Tangentially related:

predicts YES

this is a trivial yes, the criteria are too weak to filter out an AI that can generate TAS grade runs.

@L The criteria weren't supposed to filter out TAS grade runs? I just want runs that can be created automatically (as opposed to painstakingly by hand like in a regular TAS) and be executable in real time (being robust to differences in RNG that might happen from run to run).

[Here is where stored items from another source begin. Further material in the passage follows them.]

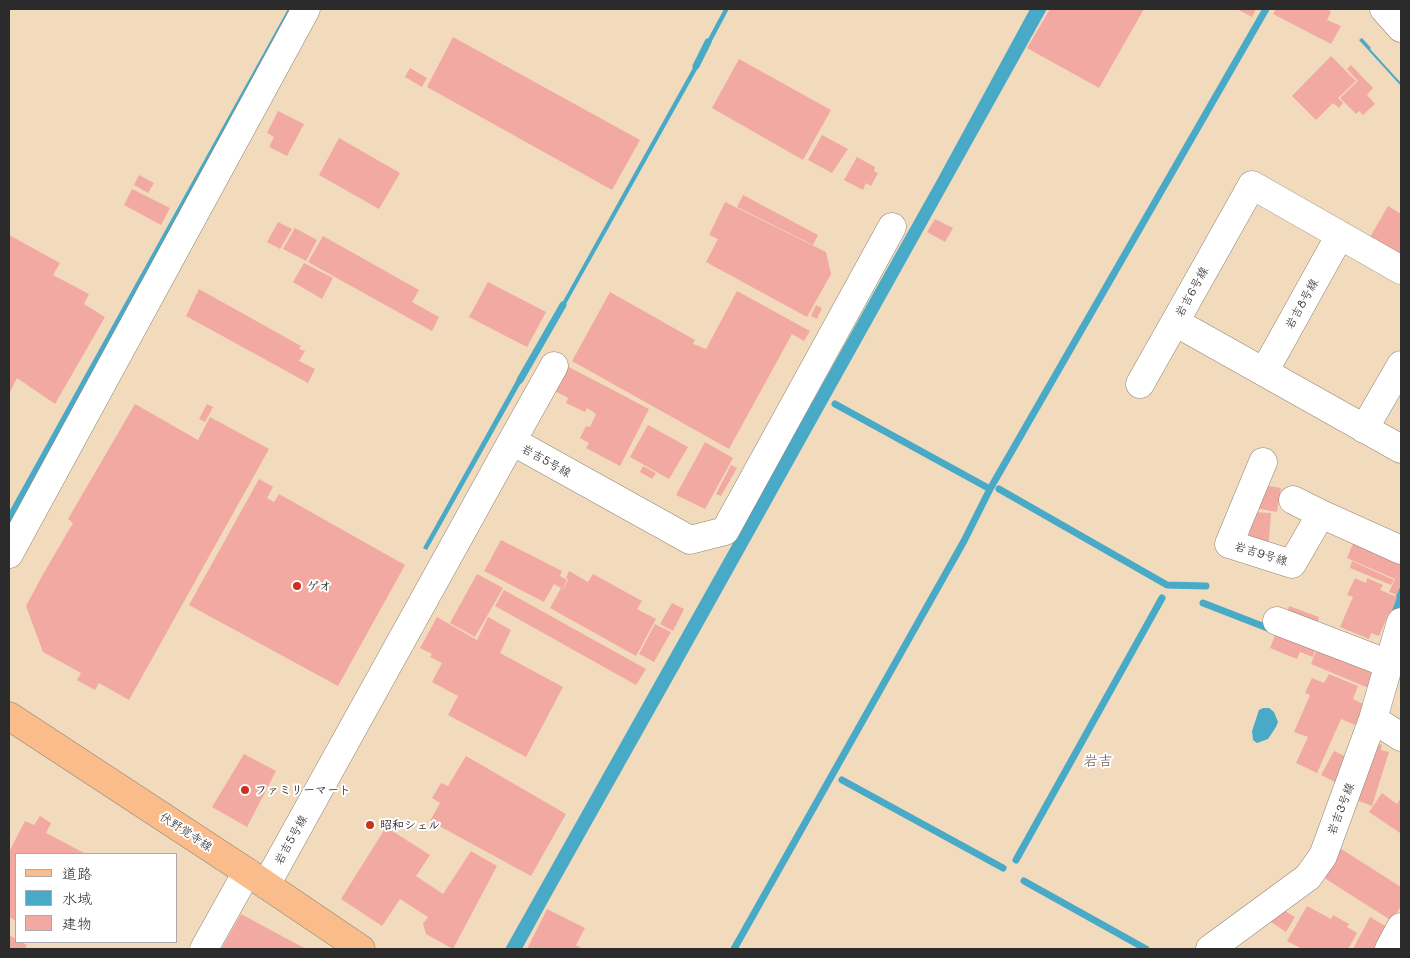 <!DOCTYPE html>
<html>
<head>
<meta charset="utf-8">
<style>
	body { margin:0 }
	#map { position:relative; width:1410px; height:958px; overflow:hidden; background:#f2dbbd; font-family:Mali,"Klee One",sans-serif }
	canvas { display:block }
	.frame { position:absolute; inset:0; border:10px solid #2b2b2b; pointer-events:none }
	.legend { position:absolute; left:15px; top:853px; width:162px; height:90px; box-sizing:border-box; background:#fff; border:1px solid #aaa; margin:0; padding:6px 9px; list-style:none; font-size:15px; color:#2b2b2b }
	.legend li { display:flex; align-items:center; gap:10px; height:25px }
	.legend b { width:25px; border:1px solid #aaa }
</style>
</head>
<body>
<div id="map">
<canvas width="1410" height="958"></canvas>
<div class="frame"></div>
<ul class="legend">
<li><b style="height:6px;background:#f9bc8a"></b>道路</li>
<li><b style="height:14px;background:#49aac8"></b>水域</li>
<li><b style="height:14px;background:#f2a9a1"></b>建物</li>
</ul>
</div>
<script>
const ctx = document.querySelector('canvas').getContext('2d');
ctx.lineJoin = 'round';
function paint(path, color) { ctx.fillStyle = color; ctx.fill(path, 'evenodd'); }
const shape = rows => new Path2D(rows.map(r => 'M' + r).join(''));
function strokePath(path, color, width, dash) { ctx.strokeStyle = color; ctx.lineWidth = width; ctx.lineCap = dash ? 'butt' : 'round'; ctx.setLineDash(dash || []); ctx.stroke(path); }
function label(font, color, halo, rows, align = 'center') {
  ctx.font = font + ' Mali,"Klee One",sans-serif'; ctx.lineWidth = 4; ctx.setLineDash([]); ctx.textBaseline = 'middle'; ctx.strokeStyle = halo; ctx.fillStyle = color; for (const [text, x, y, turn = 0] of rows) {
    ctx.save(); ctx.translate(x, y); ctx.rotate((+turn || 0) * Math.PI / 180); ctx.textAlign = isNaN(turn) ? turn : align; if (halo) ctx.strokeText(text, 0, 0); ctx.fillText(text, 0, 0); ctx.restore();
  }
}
paint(shape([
	[288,9,297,9,9,529,9,512],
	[724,9,729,9,706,52,702,50],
	[1030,9,1047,9,677,672,550,898,522,949,505,949,937,180],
	[1362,38,1371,48,1370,49,1401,83,1401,86,1359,40],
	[699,57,703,59,561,313,557,312],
	[521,372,526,374,427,550,423,548],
	[1263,708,1269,708,1274,712,1278,722,1276,727,1268,739,1257,743,1253,740,1252,731,1259,710]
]), '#49aac8');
strokePath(shape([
	[696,66,708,42],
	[520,380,563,305],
	[835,404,990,489],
	[999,489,1167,585,1206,586],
	[1203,603,1270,629],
	[1393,617,1401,591],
	[842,780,1003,868],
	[1016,860,1162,598],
	[1024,881,1146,949],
	[734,949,964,541,990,489,1266,9]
]), '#49aac8', 7);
paint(shape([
	[1050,9,1144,9,1099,88,1027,48],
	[1237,9,1256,9,1252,17],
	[1276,9,1328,9,1331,12,1327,20,1341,26,1331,44,1273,14],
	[453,37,640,140,612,190,427,87],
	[1331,56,1356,81,1338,98,1343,103,1339,108,1333,103,1316,120,1292,96],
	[739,59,831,110,803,160,712,108],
	[1351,65,1373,88,1367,95,1375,104,1363,115,1359,111,1356,114,1340,98,1358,81,1347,69],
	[410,68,427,78,422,87,405,77],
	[278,111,304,124,287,156,269,147,274,137,267,133],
	[822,135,848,149,832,173,808,160],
	[339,138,400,173,379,209,319,175],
	[857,157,875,167,874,171,878,173,871,186,866,183,863,190,844,180],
	[139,175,154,183,148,193,134,185],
	[132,189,170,208,161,225,124,205],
	[743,195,818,235,813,245,737,207],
	[725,202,826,252,831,274,807,317,706,262,718,239,709,235],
	[1388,206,1401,214,1401,264,1366,244],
	[935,219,953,228,945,242,927,232],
	[278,222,292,229,280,249,267,242],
	[295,228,317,240,306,261,283,249],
	[9,235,60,263,53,275,89,294,84,304,105,317,55,404,17,378,9,394],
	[323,236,419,290,412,302,439,317,432,331,308,262],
	[304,263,333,278,322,299,293,282],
	[488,282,546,312,527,347,469,317],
	[199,289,301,346,299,349,305,351,299,361,315,369,308,383,186,316],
	[737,291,810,331,804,341,792,334,729,449,572,361,610,292,695,340,693,344,706,349],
	[816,305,822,308,817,319,811,316],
	[567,366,649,409,620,466,586,448,589,443,580,438,586,426,590,427,596,414,587,408,585,412,566,403,568,398,555,391],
	[135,404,198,440,210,417,269,449,129,700,99,683,95,690,77,680,81,673,43,652,26,606,42,576,73,523,68,519],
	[207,404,213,407,205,422,199,419],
	[648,425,688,447,669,479,630,457],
	[705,442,733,458,705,509,676,495],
	[731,465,737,468,721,496,716,494],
	[643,466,656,473,652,479,640,472],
	[259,479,273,487,267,498,274,502,279,494,405,565,338,686,189,605],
	[1253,483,1281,488,1277,512,1249,507],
	[1251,512,1271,513,1268,552,1248,550],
	[1355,539,1401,564,1401,583,1397,595,1389,592,1395,579,1347,558],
	[501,540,562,571,560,576,567,580,561,593,568,580,566,578,569,571,588,582,593,574,642,601,637,609,656,619,636,656,550,608,561,588,554,584,544,602,484,571],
	[1352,561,1394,580,1391,585,1350,568],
	[477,574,503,588,475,637,450,623],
	[1355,578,1366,583,1367,578,1383,585,1380,590,1397,597,1391,614,1389,613,1379,636,1371,633,1369,639,1340,627,1353,597,1347,595],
	[504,590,646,669,636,685,495,606],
	[672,603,684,609,673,631,660,624],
	[1289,606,1319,617,1317,625,1287,613],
	[437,617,477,640,488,617,511,630,500,653,563,687,526,757,448,715,458,696,432,682,442,663,430,657,432,654,420,648],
	[655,624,671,632,654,662,639,654],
	[1278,628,1317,644,1313,657,1300,652,1297,659,1270,648],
	[1319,644,1380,669,1371,689,1311,664],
	[1329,674,1358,686,1353,699,1365,705,1355,725,1341,719,1317,773,1296,763,1308,737,1294,732,1310,695,1305,693,1312,678,1324,683],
	[1373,741,1382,745,1381,750,1389,752,1372,806,1353,799],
	[1334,751,1353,760,1341,785,1321,775],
	[244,754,276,771,247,827,212,807],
	[466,756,566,814,531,876,430,821,440,803,432,798,441,783,448,786],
	[1382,793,1397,804,1401,798,1400,833,1369,812],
	[40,816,51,823,46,833,86,854,16,854,16,921,9,917,9,852,25,821,34,825],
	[386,827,430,855,416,876,443,894,471,851,497,866,453,949,426,934,423,924,428,917,400,899,382,926,341,899],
	[1335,845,1401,887,1401,906,1392,921,1318,874],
	[1277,906,1295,917,1286,932,1268,920],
	[1307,906,1331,919,1333,915,1349,924,1347,927,1357,933,1348,949,1302,949,1287,941],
	[547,909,585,928,576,945,583,949,527,949],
	[241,914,306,949,221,949],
	[1370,917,1392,930,1380,949,1353,949],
	[9,935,16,939,16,942,21,942,27,945,25,949,9,949]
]), '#f2a9a1');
const minor = shape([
	[1384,9,1401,28],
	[1401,270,1252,185,1175,322,1401,449],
	[1264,372,1340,235],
	[1140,384,1175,322],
	[1364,429,1401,365],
	[512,441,554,366],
	[1263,462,1229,544,1292,564,1321,514,1293,500],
	[1321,514,1401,550],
	[9,554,306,9],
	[1277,621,1389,664],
	[1373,719,1401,737],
	[266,885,512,441,690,540,725,531,892,227],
	[204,949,247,872],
	[1210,949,1308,877,1323,856,1373,719,1401,622],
	[1389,949,1401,927]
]);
const major = shape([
	[9,716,247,872,361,949]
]);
strokePath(minor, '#8e8374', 29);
strokePath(major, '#8e8374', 29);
strokePath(minor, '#fff', 28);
strokePath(major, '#f9bc8a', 28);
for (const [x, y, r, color] of [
	[297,586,5,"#c8321e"],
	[245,790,5,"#c8321e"],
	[370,825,5,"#c8321e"]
]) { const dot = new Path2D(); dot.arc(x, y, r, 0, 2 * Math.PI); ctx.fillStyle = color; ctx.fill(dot); strokePath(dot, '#fff', 2); }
label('12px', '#2b2b2b', '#fff', [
	["岩吉6号線",1192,292,-61],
	["岩吉8号線",1302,304,-61],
	["岩吉5号線",546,461,29],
	["岩吉9号線",1261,554,17],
	["岩吉3号線",1341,809,-69],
	["伏野覚寺線",186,832,33],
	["岩吉5号線",291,840,-61]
]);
label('bold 12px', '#2b2b2b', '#fff', [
	["ゲオ",307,586],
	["ファミリーマート",255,790],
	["昭和シェル",380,825]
], 'left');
label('15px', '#715754', '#fff', [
	["岩吉",1098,761]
]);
</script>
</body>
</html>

They wouldn't quite be "TAS grade" in the sense of being the fastest possible run with the best fixed RNG seed, just better than what the best humans can do.

@NoUsernameSelected If an AI can learn from YouTube, I wonder if it could potentially just copy exactly a TAS it finds there (assuming no RNG issues in that particular game). Seems like that would fit the requirements. I guess it's still non-trivial to implement, but probably doable.

For what it's worth, I believe a common practice in training agents to play simple games like the Atari dataset is to use a technique called "sticky actions," where there's a small chance of the agent's inputs being dropped on each frame. That helps ensure that the agent is actually responding dynamically to what happens on the screen as opposed to just memorizing a long sequence of inputs.

Might not be a terrible idea to require any agent that attempts this challenge to have "sticky actions" or something similar enabled, to reject anything that's just a fancy TAS memorizer.

How does this interact with games like tetris or chessmaster? Full-game vs IL seems unclear?

predicts NO

@TorenqazzquimbyDarby probably none of these examples has "≥100 unique runners on speedrun.com or another leaderboard" -- I think these leaderboards focus on games that can be meaningfully played against time.

@Sjlver
https://www.speedrun.com/tetrisnes?h=100_Lines_Level_0_Start&x=n2y59gmk
>= 100 runners, >=3 minutes, and I'd imagine existing ai already beats human times.
Let me know if I'm missing something.

predicts NO

@TorenqazzquimbyDarby nice :-) I stand corrected.

@TorenqazzquimbyDarby Good question. I wasn't really planning on resolving this on anything that's basically a board game in video game form tbh, or otherwise as simple as Tetris. Something like the original Doom might be good enough (though Doom doesn't have 100 runners on speedrun.com).

Not really covered in my rules I guess, but I'll go by personal judgment here.